Against this somewhat drab backdrop, the suggestions offered to the LinkedIn person looking for a search engine that delivers precision over non-English content or more accurately content that is not the primary language of the person doing a search are revelatory.

Here are some responses I noted:

  • Hire an integrator (Artirix, in this case) and let that person use the open source Lucene based Elasticsearch system to deliver search and retrieval. Sounds simplistic. Yep, it is a simple answer that ignores source language translation, connectors, index updates, and methods for handling the pesky issues related to how language is used. Figuring out what a source document in an language with which the user is not fluent is fraught with challenges. Forget dictionaries. Think about the content processing pipeline. Search is almost the caboose at the end of a very long train.
  • Use technology from LinguaSys. This is a semantic system that is probably not well known outside of a narrow circle of customers. This is a system with some visibility within the defense sector. Keep in mind that it performs some of the content processing functions. The technology has to be integrated into a suitable information retrieval system. LinguaSys is the equivalent of adding a component to a more comprehensive system. Another person mentioned BASIS Technologies, another company providing multi language components.
  • Rely on LucidWorks. This is an open source search system based on SOLR. The company has spun the management revolving door a number of times.
  • License Dassault’s Exalead system. The idea is wroth considering, but how many organizations are familiar with Exalead or willing to embrace the cultural approach of France’s premier engineering firm. After years of effort, Exalead is not widely known in some pretty savvy markets. But the Exalead technology is not 100 percent Exalead. Third party software delivers the goods, so Exalead is an integrator in my view.
  • Embrace the Fast Search & Transfer technology, now incorporated into Microsoft SharePoint. Unmentioned is the fact that Fast Search relied on a herd of human linguists in Germany and elsewhere to keep its 1990s multi lingual system alive and well. Fast Search, like many other allegedly multi lingual systems, rely on rules and these have to be written, tweaked, and maintained.

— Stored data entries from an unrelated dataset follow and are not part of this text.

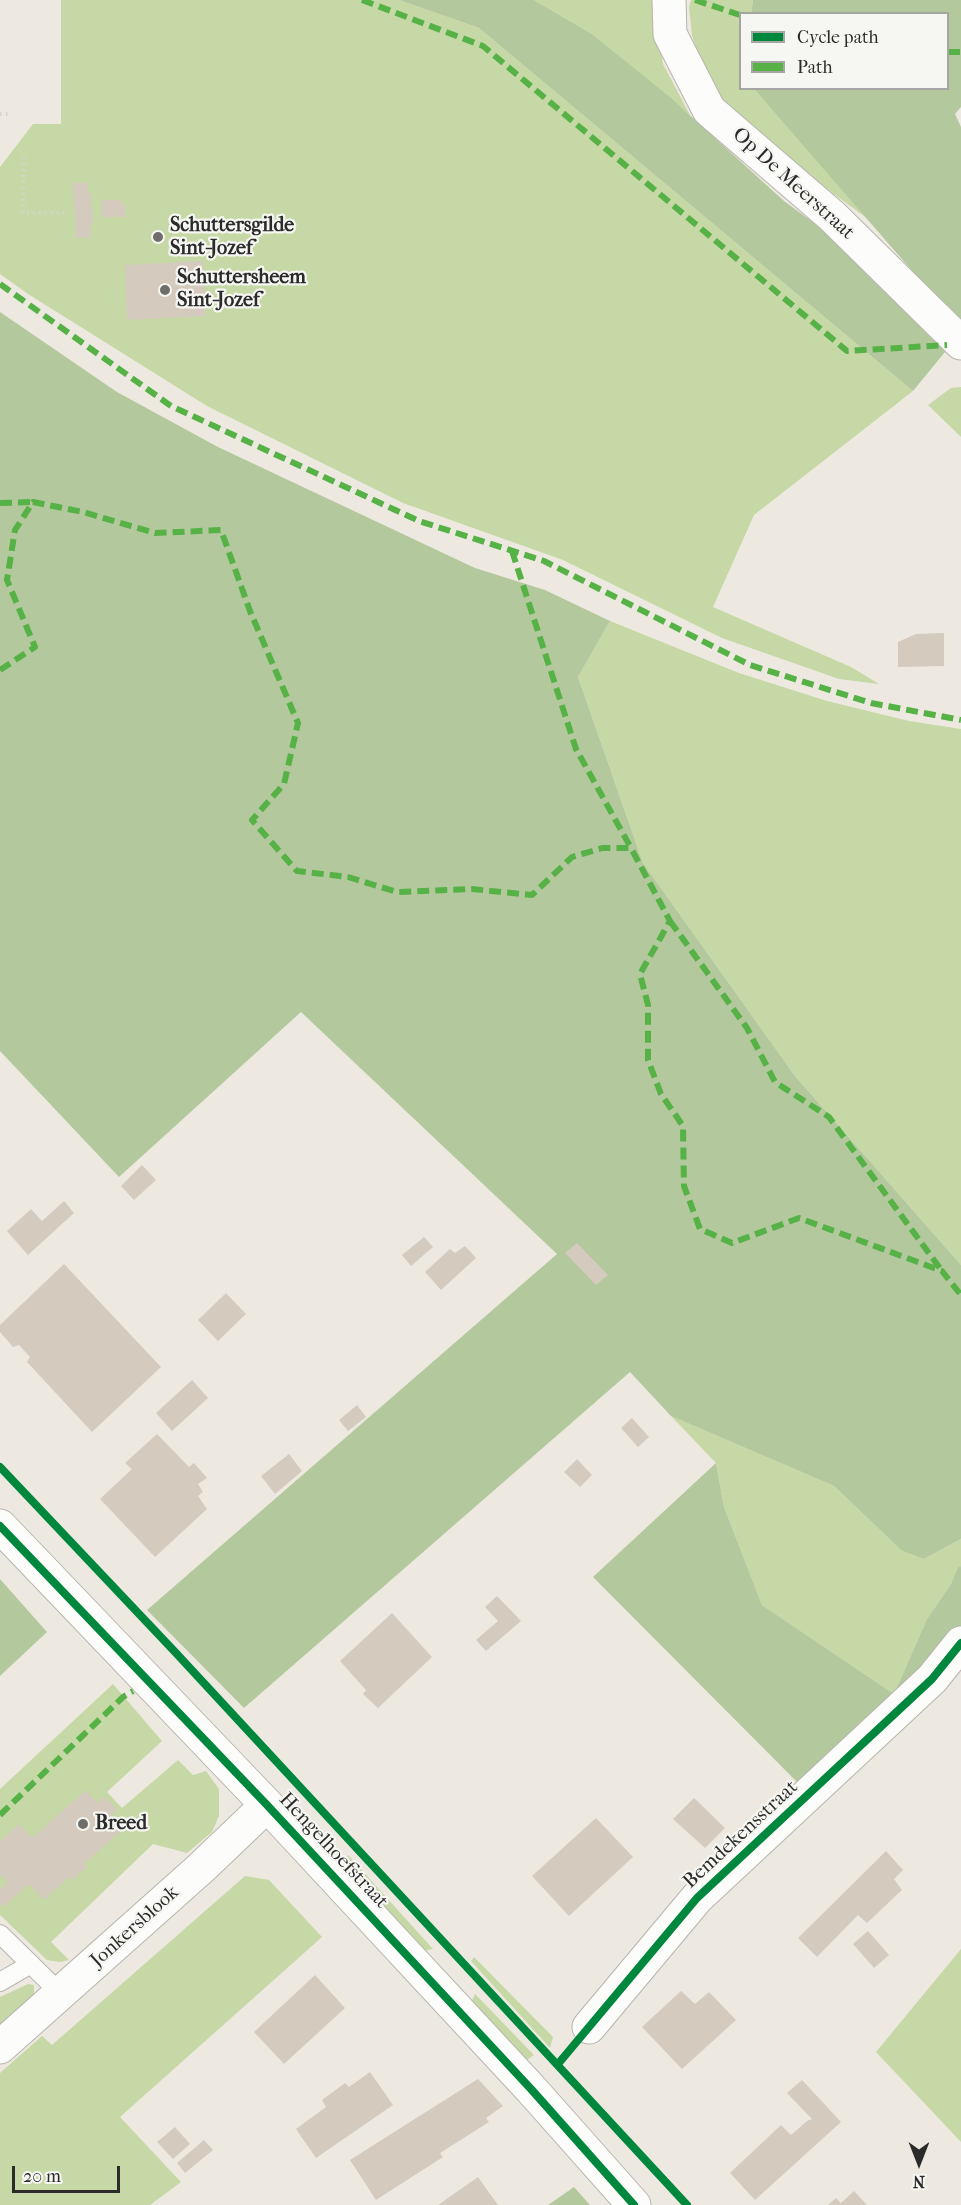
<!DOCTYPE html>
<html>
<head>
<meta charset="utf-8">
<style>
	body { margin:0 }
	#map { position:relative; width:961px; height:2205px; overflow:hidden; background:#ede9e0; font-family:"IM FELL French Canon",serif }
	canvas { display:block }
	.legend { position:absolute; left:739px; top:12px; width:210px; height:78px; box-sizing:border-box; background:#f6f6f2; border:2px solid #a5a5a2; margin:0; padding:8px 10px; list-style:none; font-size:18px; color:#2b2b2b }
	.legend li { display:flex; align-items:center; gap:12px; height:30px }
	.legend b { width:30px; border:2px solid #a5a5a2 }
	.north { position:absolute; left:889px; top:2133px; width:60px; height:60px; -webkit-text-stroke:4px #f6f6f2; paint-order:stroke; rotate:180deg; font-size:16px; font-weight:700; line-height:24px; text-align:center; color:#2b2b2b }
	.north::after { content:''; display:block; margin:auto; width:21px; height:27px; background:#2b2b2b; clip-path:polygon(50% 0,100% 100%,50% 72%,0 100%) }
	.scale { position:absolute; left:12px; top:2166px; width:108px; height:27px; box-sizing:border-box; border:3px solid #2b2b2b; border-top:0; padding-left:8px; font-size:18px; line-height:21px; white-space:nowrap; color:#2b2b2b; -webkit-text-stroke:4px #f6f6f2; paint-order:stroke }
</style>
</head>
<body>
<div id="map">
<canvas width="961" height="2205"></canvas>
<ul class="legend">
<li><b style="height:8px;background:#00873e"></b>Cycle path</li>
<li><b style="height:8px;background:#56b246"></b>Path</li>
</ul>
<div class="north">N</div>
<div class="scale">20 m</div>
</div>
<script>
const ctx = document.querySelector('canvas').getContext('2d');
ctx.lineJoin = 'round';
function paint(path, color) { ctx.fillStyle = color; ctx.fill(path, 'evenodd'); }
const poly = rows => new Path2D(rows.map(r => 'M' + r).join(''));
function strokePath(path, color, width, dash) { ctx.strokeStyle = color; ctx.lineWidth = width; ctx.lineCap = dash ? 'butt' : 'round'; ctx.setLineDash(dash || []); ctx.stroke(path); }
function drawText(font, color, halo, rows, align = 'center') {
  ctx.font = font + ' "IM FELL French Canon",serif'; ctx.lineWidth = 4.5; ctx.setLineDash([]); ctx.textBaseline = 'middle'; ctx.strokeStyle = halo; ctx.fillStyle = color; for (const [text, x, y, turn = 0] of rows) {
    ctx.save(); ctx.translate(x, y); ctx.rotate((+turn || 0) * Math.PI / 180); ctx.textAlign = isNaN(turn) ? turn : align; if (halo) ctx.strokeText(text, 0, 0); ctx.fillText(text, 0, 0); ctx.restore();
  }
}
const green = poly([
	[61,0,399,0,479,28,913,391,754,515,713,607,851,667,879,684,839,679,722,638,563,560,403,503,207,406,28,294,0,274,0,167,33,124,61,124],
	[534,0,653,0,663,64,690,115,592,34],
	[691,0,753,0,751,13,740,14,740,88,754,89,868,219,816,181,723,102,702,72,692,35,689,7],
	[961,387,961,437,928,405,951,388],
	[610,621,739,673,827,701,909,721,961,729,961,1265,795,1076,643,863,578,677],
	[671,1416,834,1486,902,1551,924,1559,961,1539,961,1566,958,1567,951,1584,927,1619,894,1694,762,1605,724,1507,716,1463],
	[113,1684,162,1741,107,1792,122,1808,178,1760,193,1775,206,1771,219,1789,219,1816,212,1832,187,1853,153,1844,51,1942,69,1960,60,1962,47,1960,0,1915,0,1789],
	[348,1855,433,1949,424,1951,342,1862],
	[245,1876,269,1880,322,1937,120,2117,181,2182,150,2205,0,2205,0,2073,42,2036,52,2045],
	[961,1949,961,2142,876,2052],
	[474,1957,553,2037,550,2048,471,1961],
	[28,1984,34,1985,34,1996,0,2026,0,1997],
	[475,1994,534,2055,525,2061,471,2003]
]);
const forest = poly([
	[399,0,534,0,592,34,671,98,784,201,844,245,931,332,945,352,913,391,479,28],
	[753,0,961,0,961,107,955,114,961,127,961,327,754,89,948,88,948,14,751,14],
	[0,312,117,392,218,447,475,568,545,590,610,621,578,677,643,863,795,1076,961,1265,961,1539,924,1559,902,1551,834,1486,671,1416,630,1372,244,1708,147,1610,557,1254,301,1012,119,1177,0,1051],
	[716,1463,724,1507,762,1605,894,1694,927,1619,951,1584,958,1567,961,1566,961,1630,804,1789,593,1577],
	[0,1579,47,1632,0,1676],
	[574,2187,590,2205,548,2205]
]);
const building = poly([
	[73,183,87,183,88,193,91,193,93,225,90,225,90,238,76,238],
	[102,200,121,200,121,204,125,204,125,217,102,217],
	[203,261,206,316,127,320,125,265],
	[944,633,944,666,898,667,898,642,916,634],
	[142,1165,156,1180,134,1200,121,1186],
	[64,1201,74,1213,28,1255,7,1231,31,1209,42,1221],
	[424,1237,433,1247,411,1266,402,1255],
	[577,1243,608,1275,596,1285,565,1253],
	[465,1246,476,1258,441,1290,425,1272,450,1249,455,1253],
	[64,1264,161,1367,92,1432,27,1362,30,1357,19,1345,13,1347,0,1332,0,1325],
	[226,1293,246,1314,218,1341,198,1320],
	[192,1380,208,1398,172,1431,156,1413],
	[357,1405,366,1417,348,1431,339,1420],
	[632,1418,649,1437,638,1447,621,1428],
	[157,1434,189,1467,194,1463,207,1478,198,1484,203,1492,198,1496,207,1509,155,1557,100,1499,132,1469,125,1463],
	[289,1454,302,1471,275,1494,261,1476],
	[577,1459,592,1475,580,1487,564,1472],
	[497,1596,521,1621,486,1651,476,1640,498,1621,485,1607],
	[392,1613,432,1657,378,1708,363,1694,366,1690,340,1661],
	[86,1790,97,1803,104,1796,117,1810,110,1817,122,1830,84,1864,87,1867,72,1880,69,1877,44,1900,29,1884,3,1907,0,1904,0,1890,8,1882,0,1874,0,1842,19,1824,32,1838],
	[694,1798,725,1828,705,1848,673,1819],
	[596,1818,633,1857,569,1916,532,1876],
	[886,1851,903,1870,894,1879,902,1890,867,1923,858,1915,817,1957,798,1938],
	[868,1931,889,1955,874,1968,853,1944],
	[315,1975,345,2008,284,2064,254,2032],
	[681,1991,695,2004,709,1992,736,2020,682,2069,642,2027],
	[370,2072,393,2105,316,2158,296,2129,326,2107,322,2100,345,2083,349,2087],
	[478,2079,503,2106,486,2118,489,2122,440,2153,443,2157,376,2200,350,2160],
	[802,2080,841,2122,755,2200,730,2173,781,2125,791,2135,807,2121,812,2119,787,2093],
	[175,2127,190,2144,173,2159,157,2142],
	[204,2140,213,2150,185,2173,177,2163],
	[478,2177,498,2205,438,2205],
	[854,2191,867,2205,828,2205,836,2198,841,2203]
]);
const path = poly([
	[0,114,10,114],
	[24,157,23,213,68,213]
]);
const lane = poly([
	[0,1934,60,1993],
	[0,1982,31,1964]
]);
const street = poly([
	[669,0,670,34,709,110,832,216,961,343],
	[0,1526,267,1805,531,2089,634,2205],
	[589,2027,697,1898,932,1679,961,1643],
	[0,2047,201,1868,267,1805]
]);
const quiet = poly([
	[362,0,483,46,847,351,947,345],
	[695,0,740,15],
	[948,52,961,52],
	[0,284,171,406,419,521,544,561,750,665,871,703,961,720],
	[0,503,33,502],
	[512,551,576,749,631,848],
	[0,670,35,647,7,580,15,530,33,502,83,512,155,533,221,530,250,611,298,723,284,784,252,820,297,871,348,877,397,892,472,889,532,895,572,857,602,848,631,848,670,921,640,974,648,1005,648,1060,661,1094,683,1126,684,1186,700,1229,732,1243,799,1218,942,1271,961,1295],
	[670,921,747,1028,775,1082,829,1117,942,1271],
	[0,1815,123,1697,133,1691]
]);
const cycleway = poly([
	[0,1467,176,1653,687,2205],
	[0,1526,267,1805,531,2089,634,2205],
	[558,2064,697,1898,932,1679,961,1643]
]);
const markers = [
	[158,237,6,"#6f6e6a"],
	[165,290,6,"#6f6e6a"],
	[83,1824,6,"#6f6e6a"]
];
const streetNames = [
	["Op De Meerstraat",793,184,42],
	["Bemdekensstraat",741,1835,-43],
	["Hengelhoefstraat",333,1851,47],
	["Jonkersblook",135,1927,-42]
];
const poiNames = [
	["Schuttersgilde",170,226],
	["Sint-Jozef",170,249],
	["Schuttersheem",177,278],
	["Sint-Jozef",177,301],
	["Breed",95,1824]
];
paint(green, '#c6d8a5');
paint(forest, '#b3c99d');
paint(building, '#d4cabe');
strokePath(lane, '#b7b5af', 20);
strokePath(street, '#b7b5af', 35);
strokePath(path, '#d4d4d2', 4, [1.5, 4.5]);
strokePath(lane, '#fcfcfa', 18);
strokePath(street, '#fcfcfa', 33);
strokePath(quiet, '#56b246', 6, [12, 6]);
strokePath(cycleway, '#00873e', 8);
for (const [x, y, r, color] of markers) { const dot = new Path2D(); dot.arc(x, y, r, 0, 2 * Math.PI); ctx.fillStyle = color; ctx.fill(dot); strokePath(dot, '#f6f6f2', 2); }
drawText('20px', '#2b2b2b', '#f6f6f2', streetNames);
drawText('bold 20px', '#2b2b2b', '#f6f6f2', poiNames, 'left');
</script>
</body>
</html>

So what did the LinkedIn member learn? The advice offers one popular approach: Hire an integrator and let that company deliver a “solution.” One can always fire an integrator, sue the integrator, or go to work for the integrator when the CFO tries to cap the cost of system that must please a user who may not know the meaning of nus in Japanese from a now almost forgotten unit of Halliburton.

The other approach is to go open source. Okay. Do it. But as my analysis of the Danish Library’s open source search initiative in Online suggested, the work is essentially never done. Only a tolerant government and lax budget oversight makes this avenue feasible for many organizations with a search “problem.”

The most startling recommendation was to use Fast Search technology. My goodness. Are there not other multi lingual capable search systems dating from the 1990s available? Autonomy, anyone?

Net net: The LinkedIn enterprise search threads often underscore one simple fact:

Enterprise search is assumed to be one system, an app if you will.

One reason for the frequent disappointment with enterprise search is this desire to buy an iPad app, not engineer a constellation of systems that solve quite specific problems.